Melissa Harris-Perry: I love that reminder about how-- Again, in our history, we tend to not tell the stories of the failures that lay the groundwork for the successes. We just tell the mid-century civil rights movement story, we don't tell right or tell much less frequently or with less clarity. All of the so-called failures that came before, but which trained and implemented and created structures and frameworks for the thing that we think of as finally succeeding.
Kim Kelly: Right. Without Mother Jones back in [laughs] 1800, would the women of the Brookwood UMW auxiliary have felt as motivated and fired up, and supported as they did? They spoke about her all the time, and that was hundreds of years ago. Everything we do builds on something that someone else tried first. It's not an option to give up because then where we can go? You can't break the chain even if some of the links are a little bit rustier than others.
Melissa Harris-Perry: For those who are returning to work, do you have a sense of what their top concerns are and the ways that the solidarity that they've built, how they may be able to enact and engage and remain in solidarity even as they return?
Kim Kelly: I think that folks are concerned about the treatment they're going to receive because they stuck with the union. They didn't cross the line. I know that folks are worried about retaliation from the bosses that work there. I'm concerned about what's going to happen when you take, I think at this point there's 600 folks left. We take 600 coal miners who are feeling pretty emotional, spent two years on strike, and then send them down into the mines that still have replacement workers working in those jobs, and turn out the lights and leave them alone and see what happens when people come face to face with the folks that cross their picket line and spit in their face. It is a potentially volatile situation that if I was one of the people trying to negotiate and resolve this conflict, I would want to do it pretty quick.

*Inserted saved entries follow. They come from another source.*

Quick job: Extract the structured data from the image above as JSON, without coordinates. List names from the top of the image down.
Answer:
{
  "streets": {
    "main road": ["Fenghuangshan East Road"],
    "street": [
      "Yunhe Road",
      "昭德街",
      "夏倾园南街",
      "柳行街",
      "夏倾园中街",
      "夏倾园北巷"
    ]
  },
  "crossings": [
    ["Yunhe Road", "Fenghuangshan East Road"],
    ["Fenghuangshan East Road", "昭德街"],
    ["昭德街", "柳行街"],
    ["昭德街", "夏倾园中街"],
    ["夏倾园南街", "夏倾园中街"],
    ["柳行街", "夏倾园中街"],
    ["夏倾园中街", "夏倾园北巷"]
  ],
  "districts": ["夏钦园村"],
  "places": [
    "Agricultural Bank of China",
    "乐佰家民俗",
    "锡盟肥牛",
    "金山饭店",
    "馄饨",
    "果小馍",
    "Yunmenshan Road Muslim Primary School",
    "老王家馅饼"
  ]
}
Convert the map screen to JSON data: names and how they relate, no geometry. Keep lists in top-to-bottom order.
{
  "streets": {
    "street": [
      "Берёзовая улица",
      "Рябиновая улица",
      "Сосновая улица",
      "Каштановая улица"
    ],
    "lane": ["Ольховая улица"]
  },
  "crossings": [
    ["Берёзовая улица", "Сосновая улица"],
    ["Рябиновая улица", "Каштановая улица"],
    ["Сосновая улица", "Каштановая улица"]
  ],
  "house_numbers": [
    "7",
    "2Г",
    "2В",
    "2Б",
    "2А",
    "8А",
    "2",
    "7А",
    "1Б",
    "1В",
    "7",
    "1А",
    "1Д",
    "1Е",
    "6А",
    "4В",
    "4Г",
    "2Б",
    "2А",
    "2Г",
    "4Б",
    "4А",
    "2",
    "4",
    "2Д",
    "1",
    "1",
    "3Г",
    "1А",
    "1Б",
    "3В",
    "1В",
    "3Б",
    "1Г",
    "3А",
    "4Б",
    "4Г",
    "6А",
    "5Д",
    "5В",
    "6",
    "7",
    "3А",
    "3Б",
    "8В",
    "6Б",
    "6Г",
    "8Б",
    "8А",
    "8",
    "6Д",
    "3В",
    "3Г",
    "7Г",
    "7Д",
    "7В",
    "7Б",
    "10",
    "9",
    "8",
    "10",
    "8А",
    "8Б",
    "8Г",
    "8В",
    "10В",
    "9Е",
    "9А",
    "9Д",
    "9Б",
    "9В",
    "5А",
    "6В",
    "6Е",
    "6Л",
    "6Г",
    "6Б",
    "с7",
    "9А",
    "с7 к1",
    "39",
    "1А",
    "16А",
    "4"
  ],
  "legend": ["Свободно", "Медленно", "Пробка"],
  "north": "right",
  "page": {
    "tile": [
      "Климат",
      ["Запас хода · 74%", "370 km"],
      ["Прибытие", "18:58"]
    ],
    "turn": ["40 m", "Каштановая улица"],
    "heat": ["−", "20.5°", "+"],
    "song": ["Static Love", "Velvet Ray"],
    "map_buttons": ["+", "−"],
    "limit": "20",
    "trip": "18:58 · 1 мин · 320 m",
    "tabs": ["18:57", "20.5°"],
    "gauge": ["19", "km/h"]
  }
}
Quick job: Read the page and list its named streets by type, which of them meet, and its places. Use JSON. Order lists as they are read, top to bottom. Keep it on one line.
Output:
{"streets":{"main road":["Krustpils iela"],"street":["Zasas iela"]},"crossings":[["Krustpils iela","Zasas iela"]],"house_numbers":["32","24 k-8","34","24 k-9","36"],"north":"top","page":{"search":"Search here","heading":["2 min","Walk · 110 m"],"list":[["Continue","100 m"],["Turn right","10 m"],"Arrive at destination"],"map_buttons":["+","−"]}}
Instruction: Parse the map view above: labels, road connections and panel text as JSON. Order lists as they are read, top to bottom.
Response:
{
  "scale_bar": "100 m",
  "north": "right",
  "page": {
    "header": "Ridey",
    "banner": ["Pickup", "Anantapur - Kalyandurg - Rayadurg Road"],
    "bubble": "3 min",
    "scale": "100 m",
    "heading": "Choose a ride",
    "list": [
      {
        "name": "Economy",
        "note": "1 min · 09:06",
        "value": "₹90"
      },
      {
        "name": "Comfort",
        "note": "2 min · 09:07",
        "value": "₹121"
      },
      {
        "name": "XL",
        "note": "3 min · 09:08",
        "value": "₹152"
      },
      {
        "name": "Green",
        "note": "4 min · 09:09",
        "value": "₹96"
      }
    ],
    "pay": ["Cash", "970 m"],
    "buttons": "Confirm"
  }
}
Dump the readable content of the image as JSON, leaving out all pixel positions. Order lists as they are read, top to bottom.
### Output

Because I don't think it's going to be a good situation there. I feel these folks know that they've done something historic. They've built something important. They've built a real strong community. Now, these folks have spent Christmas together. They've shared groceries, they've shared childcare, they've shared a lot of beers. I think that it's really brought people together in a way that perhaps wouldn't have happened without this strike. There's something to be said for-- What is it? Making friends in a foxhole [chuckles].
I think that this is going to be an important chapter in all of their lives, and I know the women and the folks who are involved in the auxiliary, those relationships aren't going away. I guess it's a little early to see what happens. I hope that they feel like they have won something, whether it's new friendships, or renewed sense of pride in their union, or just the knowledge that they are part of this long line of coal miners who fought back and refused to bow their heads when the boss tried to take away their rights.
Melissa Harris-Perry: Kim Kelly has been covering the Warrior Met Coal Strike since April of 2021. An author of the book Fight Like Hell: The Untold History of American Labor. Kim, thanks for updating us and for joining us on The Takeaway.
Kim Kelly: Thank you so much for having me. I really appreciate you guys.